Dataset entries
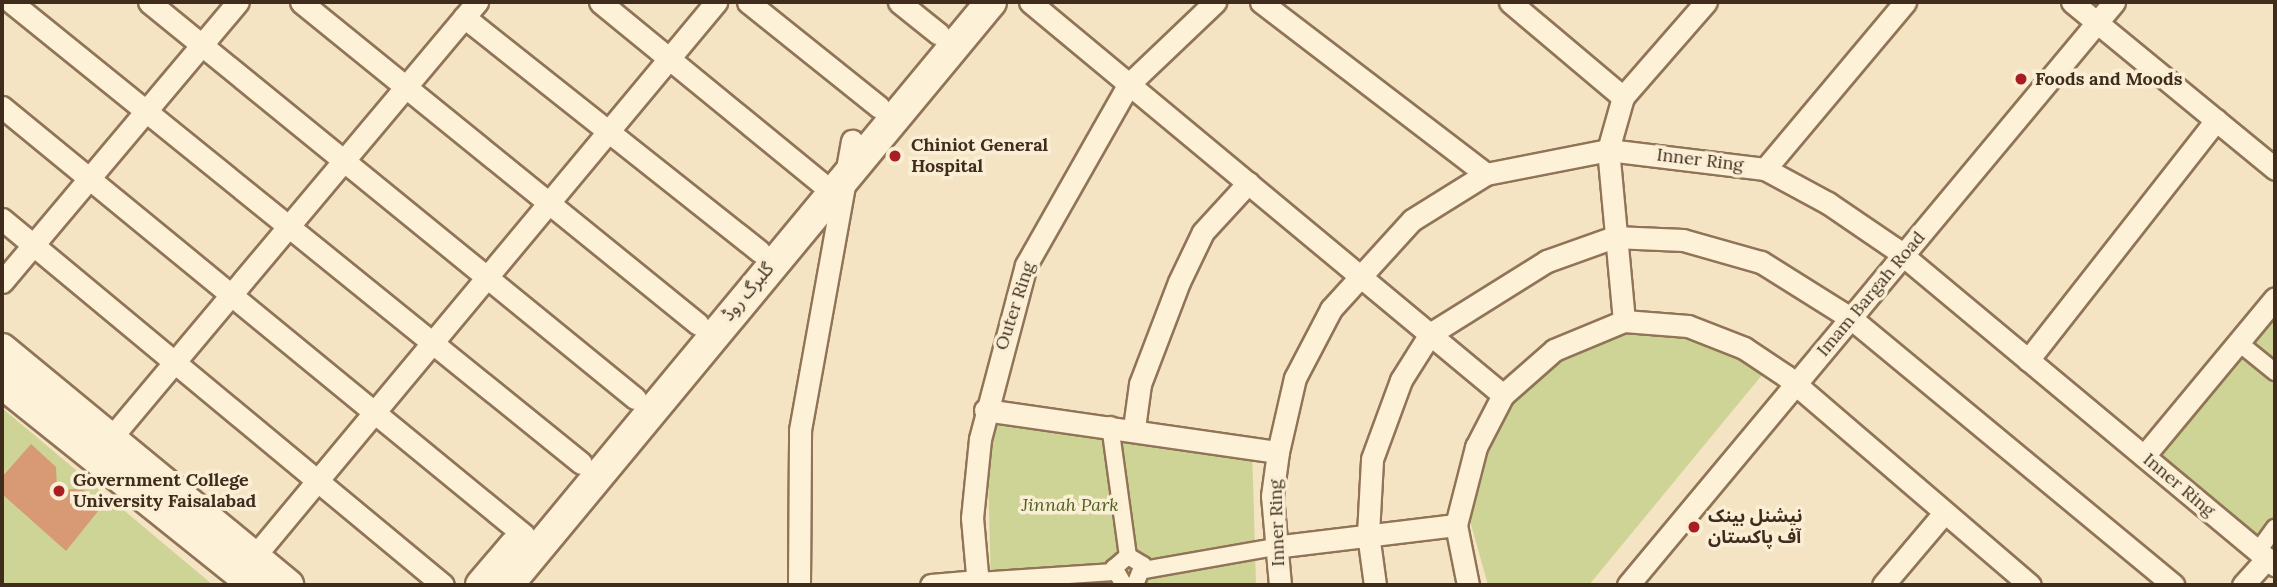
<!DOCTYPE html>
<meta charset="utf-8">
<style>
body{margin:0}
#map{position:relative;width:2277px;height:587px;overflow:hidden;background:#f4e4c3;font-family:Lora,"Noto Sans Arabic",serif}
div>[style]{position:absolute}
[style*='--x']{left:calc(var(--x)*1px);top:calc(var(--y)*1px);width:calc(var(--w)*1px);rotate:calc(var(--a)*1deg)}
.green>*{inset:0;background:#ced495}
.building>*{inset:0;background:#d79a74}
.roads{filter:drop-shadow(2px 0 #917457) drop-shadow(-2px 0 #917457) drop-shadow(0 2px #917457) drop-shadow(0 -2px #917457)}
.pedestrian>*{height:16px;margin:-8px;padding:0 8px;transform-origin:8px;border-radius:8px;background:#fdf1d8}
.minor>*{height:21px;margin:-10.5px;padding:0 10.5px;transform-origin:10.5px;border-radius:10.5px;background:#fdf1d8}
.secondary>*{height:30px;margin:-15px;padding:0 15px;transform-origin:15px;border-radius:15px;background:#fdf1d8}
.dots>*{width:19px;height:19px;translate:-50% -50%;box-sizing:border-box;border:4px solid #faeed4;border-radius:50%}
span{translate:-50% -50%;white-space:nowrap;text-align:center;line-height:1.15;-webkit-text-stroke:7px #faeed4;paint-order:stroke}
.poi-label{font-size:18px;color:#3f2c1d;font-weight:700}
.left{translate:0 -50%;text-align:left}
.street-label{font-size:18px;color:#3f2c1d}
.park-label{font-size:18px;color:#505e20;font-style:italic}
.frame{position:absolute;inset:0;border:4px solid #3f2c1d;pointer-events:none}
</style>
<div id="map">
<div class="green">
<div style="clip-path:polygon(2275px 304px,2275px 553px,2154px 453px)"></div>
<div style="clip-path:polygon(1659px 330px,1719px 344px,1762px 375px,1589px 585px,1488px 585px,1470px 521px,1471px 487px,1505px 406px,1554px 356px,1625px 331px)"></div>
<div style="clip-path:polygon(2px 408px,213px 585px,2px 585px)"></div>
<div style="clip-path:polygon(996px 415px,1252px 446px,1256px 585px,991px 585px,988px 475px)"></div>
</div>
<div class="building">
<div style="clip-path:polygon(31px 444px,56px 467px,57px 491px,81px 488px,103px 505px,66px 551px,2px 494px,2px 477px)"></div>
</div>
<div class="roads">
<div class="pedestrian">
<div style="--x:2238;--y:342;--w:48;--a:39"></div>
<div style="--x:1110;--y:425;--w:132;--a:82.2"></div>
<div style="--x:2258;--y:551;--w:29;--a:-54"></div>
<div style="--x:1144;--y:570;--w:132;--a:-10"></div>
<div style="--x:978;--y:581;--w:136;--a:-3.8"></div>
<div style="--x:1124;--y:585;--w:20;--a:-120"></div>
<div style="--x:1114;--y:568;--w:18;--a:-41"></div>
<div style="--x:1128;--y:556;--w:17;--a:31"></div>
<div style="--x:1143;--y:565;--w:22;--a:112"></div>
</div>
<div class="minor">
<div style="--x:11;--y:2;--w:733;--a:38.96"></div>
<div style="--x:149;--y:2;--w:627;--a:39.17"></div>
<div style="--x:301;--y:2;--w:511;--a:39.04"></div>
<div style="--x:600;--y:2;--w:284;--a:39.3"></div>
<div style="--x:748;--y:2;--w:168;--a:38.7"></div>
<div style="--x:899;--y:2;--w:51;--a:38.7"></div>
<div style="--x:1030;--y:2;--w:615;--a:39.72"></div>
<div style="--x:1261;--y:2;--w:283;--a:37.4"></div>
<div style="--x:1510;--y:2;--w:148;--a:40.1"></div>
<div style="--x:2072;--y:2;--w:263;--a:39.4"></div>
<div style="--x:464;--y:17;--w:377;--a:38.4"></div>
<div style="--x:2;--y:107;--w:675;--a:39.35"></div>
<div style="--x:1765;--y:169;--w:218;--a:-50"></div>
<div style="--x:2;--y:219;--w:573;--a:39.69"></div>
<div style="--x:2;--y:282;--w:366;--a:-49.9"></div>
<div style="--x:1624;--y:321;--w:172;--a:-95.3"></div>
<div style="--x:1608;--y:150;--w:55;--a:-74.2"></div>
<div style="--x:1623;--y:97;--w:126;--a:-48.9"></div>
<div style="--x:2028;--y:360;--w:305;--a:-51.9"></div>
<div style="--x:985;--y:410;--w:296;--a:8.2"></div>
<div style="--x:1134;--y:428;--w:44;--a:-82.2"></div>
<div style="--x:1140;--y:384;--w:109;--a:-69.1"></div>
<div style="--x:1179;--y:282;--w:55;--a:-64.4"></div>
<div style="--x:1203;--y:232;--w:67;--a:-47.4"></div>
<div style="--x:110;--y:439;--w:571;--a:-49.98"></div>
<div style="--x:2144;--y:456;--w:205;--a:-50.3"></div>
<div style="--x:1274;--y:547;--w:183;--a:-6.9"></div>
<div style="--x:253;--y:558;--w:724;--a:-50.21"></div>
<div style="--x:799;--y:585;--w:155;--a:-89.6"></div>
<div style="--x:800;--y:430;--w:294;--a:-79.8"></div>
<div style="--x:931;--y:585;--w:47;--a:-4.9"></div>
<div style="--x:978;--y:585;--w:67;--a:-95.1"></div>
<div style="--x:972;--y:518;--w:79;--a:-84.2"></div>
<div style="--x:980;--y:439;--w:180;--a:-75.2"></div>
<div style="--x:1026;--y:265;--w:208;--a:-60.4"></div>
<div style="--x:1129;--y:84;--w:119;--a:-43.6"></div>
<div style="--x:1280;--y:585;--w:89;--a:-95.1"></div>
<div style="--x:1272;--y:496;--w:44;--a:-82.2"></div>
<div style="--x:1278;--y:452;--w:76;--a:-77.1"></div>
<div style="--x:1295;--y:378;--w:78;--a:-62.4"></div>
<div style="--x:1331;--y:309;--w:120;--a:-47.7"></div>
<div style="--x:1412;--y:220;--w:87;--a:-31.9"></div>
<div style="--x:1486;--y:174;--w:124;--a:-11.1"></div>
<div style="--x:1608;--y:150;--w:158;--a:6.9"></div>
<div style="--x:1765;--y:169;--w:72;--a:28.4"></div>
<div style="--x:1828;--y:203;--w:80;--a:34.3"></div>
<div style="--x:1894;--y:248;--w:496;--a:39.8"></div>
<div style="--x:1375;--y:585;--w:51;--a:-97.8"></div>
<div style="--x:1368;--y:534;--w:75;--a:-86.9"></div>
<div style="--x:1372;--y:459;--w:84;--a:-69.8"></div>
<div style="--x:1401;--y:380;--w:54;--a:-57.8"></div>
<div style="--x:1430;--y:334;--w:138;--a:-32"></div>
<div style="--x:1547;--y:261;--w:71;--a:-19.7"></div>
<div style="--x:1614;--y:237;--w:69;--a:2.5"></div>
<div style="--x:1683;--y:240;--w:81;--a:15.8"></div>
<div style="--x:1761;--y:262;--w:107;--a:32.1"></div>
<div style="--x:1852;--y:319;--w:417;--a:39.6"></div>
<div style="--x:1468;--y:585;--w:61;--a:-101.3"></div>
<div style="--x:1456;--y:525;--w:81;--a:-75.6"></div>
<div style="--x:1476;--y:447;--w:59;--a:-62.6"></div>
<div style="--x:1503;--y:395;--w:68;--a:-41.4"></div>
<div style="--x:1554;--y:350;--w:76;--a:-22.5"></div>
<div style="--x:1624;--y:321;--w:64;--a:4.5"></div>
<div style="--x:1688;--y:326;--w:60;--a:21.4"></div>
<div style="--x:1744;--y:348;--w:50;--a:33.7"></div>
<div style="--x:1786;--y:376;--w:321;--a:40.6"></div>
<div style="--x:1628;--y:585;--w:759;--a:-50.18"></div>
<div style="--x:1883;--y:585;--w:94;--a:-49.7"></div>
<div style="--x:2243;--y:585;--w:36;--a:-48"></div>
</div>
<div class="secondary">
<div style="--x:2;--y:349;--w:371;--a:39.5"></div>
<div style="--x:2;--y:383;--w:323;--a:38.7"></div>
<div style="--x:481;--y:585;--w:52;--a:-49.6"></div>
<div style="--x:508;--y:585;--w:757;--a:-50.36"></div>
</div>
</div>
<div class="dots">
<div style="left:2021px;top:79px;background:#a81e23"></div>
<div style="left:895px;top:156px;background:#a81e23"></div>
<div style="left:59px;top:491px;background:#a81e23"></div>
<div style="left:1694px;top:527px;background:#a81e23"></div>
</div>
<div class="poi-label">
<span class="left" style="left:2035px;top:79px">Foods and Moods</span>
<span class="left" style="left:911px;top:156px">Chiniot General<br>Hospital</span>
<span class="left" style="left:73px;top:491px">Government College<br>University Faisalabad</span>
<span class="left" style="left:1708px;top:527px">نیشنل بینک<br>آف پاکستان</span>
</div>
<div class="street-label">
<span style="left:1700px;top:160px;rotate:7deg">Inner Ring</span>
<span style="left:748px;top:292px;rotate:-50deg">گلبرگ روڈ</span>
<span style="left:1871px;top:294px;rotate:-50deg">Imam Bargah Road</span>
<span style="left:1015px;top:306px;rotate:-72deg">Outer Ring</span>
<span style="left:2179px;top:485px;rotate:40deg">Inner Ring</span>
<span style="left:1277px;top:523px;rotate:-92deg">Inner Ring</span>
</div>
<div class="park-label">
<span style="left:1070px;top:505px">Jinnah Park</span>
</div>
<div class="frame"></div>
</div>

● **Work task**: Among the records, find every line holding the word "green" and copy it.

● **The completed task**:
.green>*{inset:0;background:#ced495}
<div class="green">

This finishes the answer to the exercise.